Furthermore, we found that adverse events during childhood decreased the likelihood of having positive well-being trajectories in our homeless adult population. Studies have shown that ACES have detrimental long-term effects on health and social outcomes over the life course [74,75,76]. In a previous study of the same group of homeless adults, ACEs were strongly associated with higher psychopathology disorders [77]. Finally, we found that high levels of resilience were associated with a higher probability of attaining more positive well-being profiles. This suggests that there is a subgroup of homeless people that are able to adapt or leverage coping and resilience strategies [78, 79], which might help them overcome the challenges associated with being homeless and socially excluded.

The present study has some limitations. Our study participants were part of a pragmatic randomized trial of Housing First in a well-resourced setting such that the TAU group had access to numerous services and resources related to housing and mental health supports. Having a serious mental disorder was part of the inclusion criteria. Thus, findings may not be generalizable to other homeless population groups with dissimilar health profiles and residing in settings with less resources and services. As well-being is a multi-dimensional and subjective phenomenon, it is possible that other life aspects, not considered in the present study, could give different insights into well-being trajectories of this population. Yet, we used four key measures of well-being to capture the multi-dimensional well-being profiles of our study population including housing stability and community functioning assessed by interviewers. As well, we examined the effect of several predictive factors on the identified well-being trajectories.

Study findings have the following main implications for practice and policy. Individuals who experience homelessness are a heterogeneous group with specific life circumstances, needs, strengths, and abilities, which can improve or diminish their possibility to achieve better housing, health, and social outcomes and, therefore, shape their well-being trajectories. Thus, it is crucial to assess these individual differences when caring for and providing social and health support services to this population. Our study findings also highlight the need to consider the interactive relationships between health, housing, and social needs of individuals experiencing homelessness when planning, providing, and evaluating interventions and support services.
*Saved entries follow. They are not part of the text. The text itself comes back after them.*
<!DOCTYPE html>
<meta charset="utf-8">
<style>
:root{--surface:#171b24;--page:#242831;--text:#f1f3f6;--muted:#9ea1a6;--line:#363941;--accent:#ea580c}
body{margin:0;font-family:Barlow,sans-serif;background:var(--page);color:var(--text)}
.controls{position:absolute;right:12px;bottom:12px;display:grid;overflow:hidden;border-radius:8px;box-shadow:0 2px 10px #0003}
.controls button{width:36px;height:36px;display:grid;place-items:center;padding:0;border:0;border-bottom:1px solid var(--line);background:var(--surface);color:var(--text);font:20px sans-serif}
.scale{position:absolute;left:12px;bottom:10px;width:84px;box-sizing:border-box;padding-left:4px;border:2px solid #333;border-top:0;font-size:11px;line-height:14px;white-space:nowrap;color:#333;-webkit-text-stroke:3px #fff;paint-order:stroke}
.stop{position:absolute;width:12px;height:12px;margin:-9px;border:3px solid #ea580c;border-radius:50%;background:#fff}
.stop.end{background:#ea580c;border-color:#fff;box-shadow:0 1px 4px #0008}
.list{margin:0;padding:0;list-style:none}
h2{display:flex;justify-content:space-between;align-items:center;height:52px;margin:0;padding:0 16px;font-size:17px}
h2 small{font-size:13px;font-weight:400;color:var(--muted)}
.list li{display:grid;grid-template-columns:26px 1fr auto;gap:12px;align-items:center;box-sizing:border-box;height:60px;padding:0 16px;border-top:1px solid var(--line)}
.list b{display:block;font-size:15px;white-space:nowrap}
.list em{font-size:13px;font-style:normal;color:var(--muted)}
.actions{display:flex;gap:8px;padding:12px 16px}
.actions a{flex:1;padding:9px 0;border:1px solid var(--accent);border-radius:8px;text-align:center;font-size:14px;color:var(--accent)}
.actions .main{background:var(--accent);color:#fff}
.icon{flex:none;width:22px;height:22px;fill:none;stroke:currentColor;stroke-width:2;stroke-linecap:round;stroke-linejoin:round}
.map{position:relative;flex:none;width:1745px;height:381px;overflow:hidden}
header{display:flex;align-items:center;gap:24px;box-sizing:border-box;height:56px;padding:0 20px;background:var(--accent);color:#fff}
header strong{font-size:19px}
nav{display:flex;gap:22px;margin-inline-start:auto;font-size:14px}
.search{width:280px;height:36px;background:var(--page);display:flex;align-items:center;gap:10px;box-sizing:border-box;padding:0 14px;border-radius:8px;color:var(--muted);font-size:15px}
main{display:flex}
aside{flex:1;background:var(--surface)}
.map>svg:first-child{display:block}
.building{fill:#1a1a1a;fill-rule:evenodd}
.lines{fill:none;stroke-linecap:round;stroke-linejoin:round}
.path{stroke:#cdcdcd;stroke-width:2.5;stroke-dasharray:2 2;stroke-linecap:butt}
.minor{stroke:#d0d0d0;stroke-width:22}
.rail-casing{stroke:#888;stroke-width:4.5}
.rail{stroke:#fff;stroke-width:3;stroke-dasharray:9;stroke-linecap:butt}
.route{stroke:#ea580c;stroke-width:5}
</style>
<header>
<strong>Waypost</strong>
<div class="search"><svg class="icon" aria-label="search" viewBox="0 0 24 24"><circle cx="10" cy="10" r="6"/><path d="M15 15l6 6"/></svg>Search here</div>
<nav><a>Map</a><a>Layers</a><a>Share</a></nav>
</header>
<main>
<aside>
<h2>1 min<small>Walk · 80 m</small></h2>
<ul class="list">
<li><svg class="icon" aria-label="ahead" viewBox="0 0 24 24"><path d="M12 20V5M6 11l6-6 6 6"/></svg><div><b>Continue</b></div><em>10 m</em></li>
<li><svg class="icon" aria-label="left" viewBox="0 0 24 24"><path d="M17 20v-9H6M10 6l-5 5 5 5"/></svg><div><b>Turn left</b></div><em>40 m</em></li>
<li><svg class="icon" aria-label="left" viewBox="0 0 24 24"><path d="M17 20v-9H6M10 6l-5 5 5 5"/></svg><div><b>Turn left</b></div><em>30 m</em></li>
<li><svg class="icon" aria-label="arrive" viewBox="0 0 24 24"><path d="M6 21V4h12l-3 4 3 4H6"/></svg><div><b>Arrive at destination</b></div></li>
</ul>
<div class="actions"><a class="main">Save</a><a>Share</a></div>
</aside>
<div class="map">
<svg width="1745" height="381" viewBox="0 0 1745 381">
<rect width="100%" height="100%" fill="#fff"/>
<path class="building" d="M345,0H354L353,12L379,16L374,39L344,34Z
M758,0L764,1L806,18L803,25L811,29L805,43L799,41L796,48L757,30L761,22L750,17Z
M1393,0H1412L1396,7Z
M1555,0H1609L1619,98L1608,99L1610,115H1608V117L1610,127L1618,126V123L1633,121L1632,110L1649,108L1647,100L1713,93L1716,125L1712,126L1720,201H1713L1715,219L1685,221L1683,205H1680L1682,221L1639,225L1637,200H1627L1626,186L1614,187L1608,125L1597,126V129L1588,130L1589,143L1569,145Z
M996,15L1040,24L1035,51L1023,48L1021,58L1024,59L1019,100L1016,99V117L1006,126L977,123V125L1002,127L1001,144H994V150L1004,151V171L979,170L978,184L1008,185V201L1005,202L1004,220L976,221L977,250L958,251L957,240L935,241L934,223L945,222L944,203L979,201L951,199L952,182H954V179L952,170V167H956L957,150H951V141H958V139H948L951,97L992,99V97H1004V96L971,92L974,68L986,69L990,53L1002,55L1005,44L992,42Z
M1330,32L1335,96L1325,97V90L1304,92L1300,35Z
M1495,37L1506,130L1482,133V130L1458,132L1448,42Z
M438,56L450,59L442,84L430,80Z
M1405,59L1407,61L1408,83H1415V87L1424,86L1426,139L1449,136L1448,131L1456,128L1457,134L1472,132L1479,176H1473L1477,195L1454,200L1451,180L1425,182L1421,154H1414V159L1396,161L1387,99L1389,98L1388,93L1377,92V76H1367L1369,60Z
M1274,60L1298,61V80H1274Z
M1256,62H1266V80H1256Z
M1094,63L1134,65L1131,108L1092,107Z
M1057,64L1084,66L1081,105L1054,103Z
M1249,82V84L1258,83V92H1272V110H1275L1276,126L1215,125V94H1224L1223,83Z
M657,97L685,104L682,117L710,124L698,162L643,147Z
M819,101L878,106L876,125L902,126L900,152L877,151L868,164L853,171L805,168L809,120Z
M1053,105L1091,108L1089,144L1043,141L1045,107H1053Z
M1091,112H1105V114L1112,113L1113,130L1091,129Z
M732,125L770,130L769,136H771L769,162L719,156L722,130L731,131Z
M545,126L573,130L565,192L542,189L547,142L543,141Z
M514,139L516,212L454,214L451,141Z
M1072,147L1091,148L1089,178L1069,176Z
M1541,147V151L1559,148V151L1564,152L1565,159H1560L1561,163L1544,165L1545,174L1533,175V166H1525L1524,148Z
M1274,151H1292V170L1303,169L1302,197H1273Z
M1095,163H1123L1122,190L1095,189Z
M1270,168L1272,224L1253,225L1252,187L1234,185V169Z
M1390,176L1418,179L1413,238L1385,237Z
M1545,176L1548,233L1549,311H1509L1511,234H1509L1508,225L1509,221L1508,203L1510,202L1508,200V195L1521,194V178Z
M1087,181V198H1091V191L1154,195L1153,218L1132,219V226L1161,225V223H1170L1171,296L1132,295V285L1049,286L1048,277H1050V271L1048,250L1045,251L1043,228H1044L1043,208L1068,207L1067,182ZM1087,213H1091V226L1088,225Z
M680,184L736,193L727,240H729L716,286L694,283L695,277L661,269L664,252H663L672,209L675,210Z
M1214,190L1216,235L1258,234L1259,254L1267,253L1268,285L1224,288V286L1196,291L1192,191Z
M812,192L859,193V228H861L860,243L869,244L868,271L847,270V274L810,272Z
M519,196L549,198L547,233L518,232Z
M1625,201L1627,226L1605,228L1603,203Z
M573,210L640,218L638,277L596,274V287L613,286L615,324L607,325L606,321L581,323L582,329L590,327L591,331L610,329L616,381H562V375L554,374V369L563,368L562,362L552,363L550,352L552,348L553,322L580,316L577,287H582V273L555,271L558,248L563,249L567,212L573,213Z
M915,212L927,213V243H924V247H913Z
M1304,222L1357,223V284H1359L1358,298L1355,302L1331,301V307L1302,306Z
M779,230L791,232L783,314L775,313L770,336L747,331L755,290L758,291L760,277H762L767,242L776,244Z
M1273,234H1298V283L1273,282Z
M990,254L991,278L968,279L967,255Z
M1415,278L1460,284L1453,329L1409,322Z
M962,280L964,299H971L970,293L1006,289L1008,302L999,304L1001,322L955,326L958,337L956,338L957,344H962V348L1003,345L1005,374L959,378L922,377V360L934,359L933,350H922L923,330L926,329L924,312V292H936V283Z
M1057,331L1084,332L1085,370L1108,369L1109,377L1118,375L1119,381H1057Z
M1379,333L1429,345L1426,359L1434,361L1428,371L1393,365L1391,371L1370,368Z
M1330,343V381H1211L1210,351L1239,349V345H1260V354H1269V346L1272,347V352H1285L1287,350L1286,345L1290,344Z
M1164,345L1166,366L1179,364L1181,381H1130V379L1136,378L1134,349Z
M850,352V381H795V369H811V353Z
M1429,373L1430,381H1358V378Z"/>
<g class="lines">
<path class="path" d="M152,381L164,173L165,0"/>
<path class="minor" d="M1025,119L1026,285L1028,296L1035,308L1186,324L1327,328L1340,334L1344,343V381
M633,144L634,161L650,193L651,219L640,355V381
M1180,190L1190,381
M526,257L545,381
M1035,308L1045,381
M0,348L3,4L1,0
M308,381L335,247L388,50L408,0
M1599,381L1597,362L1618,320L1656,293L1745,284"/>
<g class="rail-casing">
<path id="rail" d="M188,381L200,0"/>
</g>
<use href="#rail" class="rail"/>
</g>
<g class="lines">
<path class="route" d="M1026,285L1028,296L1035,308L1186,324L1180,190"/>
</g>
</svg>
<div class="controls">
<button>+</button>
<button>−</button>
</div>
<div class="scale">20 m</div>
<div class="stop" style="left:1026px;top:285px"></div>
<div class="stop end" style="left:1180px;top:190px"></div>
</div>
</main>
Considering a more comprehensive and multi-dimensional approach could help support this population enhance their possibility of successfully exiting the homeless and achieving better well-being profiles. This implies the provision of integrated services that combine housing supports with services tailored to an individual’s needs. Such services include: (1) access to mental health care, substance use treatment supports, and trauma-informed reduction services; (2) availability of spaces for engagement in meaningful social activities (e.g., expanding life skills such as cooking, using new technologies, work skills); (3) opportunities to build healthy networking and resources for developing resilience, and (4) facilitate reintegration and participation in their local communities and spaces through work, education, leisure, sports, and volunteer-related activities.

In conclusion, people experiencing homelessness and mental illness follow distinct well-being trajectory profiles based on their socioeconomic, health, childhood trauma, resilience-, and type of social support received. Comprehensive and multi-dimensional integrated support services and interventions could better enhance their social, health and housing outcomes.